Repository files navigation

Subjects API

Test GitHub package version standard-readme compliant

API to provide information about subject indexing in the K10plus catalog

This API can be used to query how a concept or combination of concepts is used in records of a database. This basically includes: which concepts a record is index with (subjects), which records have been indexed with a concept (records), the number of records indexed with a concept and/or a deep link into a catalog to get these records (occurrences, links), and which concepts are used together with other concepts (co-occurrences).

Table of Contents

Install

Requires Node.js v18 or newer.

git clone https://github.com/gbv/subjects-api.git
cd subjects-api
npm ci

You can also run Subjects API via Docker.

Configuration

Optionally create a configuration file .env to change certain config options. Here are the default values:

PORT=3141
BACKEND=SQLite
DATABASE=./subjects.db
SCHEMES=./vocabularies.json
LINKS=./links.json

All vocabularies included in K10Plus Subjects are preconfigured via vocabularies.json.
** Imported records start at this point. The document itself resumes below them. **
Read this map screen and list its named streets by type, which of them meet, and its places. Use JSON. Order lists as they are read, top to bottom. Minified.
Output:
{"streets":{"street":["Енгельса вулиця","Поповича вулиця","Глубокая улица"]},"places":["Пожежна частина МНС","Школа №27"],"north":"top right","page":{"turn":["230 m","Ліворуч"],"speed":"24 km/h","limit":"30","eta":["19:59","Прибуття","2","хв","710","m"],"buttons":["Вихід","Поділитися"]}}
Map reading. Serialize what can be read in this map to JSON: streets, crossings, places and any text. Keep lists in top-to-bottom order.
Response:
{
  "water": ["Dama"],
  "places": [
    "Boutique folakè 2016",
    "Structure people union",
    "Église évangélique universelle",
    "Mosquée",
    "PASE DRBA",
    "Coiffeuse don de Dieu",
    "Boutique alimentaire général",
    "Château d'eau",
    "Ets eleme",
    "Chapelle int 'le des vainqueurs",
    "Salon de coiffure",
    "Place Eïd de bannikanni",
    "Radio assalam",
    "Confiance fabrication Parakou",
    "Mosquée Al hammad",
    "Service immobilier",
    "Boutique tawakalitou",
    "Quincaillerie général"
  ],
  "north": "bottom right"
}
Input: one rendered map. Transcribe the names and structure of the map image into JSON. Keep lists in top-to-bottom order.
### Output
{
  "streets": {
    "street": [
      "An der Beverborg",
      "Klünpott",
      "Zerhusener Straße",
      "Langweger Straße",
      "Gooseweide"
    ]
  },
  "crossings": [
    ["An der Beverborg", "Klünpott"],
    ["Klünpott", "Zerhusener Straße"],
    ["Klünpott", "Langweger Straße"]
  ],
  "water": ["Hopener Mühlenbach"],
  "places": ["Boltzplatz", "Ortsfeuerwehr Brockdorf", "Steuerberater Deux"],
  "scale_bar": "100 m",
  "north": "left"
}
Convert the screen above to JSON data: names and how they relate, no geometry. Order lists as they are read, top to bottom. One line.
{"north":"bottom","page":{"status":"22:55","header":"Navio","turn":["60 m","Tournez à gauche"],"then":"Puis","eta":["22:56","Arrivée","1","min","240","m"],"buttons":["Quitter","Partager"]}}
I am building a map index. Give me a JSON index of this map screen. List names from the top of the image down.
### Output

Then full the backend database (SQLite by default) with subject indexing data from K10plus catalog. The script ./bin/import.js can be used to do so (not documented yet).

Backends

SQLite

Requires to start the application once to create SQLite database file under subjects.db.

K10Plus

Retrieves bibliographic records in K10plus Format via unAPI. Only supports subjects endpoint.

BACKEND=K10Plus
DATABASE=https://unapi.k10plus.de/

SPARQL

Requires a SPARQL-Endpoint, including SPARQL Update and SPARQL Graph Store Protocol for write access. Only tested with Apache Jena Fuseki.

BACKEND=SPARQL
DATABASE=http://localhost:3030/k10plus
GRAPH=https://uri.gbv.de/graph/kxp-subjects     # optional

The RDF data model consists of two properties dct:subject and skos:inScheme:

?record  <http://purl.org/dc/terms/subject> ?subject .
?subject <http://www.w3.org/2004/02/skos/core#inScheme> ?voc .

Neo4j (experimental)

Default configuration:

BACKEND=Neo4j
DATABASE=neo4j://localhost
DB_NAME=
DB_USER=
DB_PASSWORD=

Usage

npm run start

Some backends allow to import data from a headerless TSV file with three columns for PPN, vocabulary id (VOC), and notation. Regular dumps of K10plus are available from https://doi.org/10.5281/zenodo.7016625.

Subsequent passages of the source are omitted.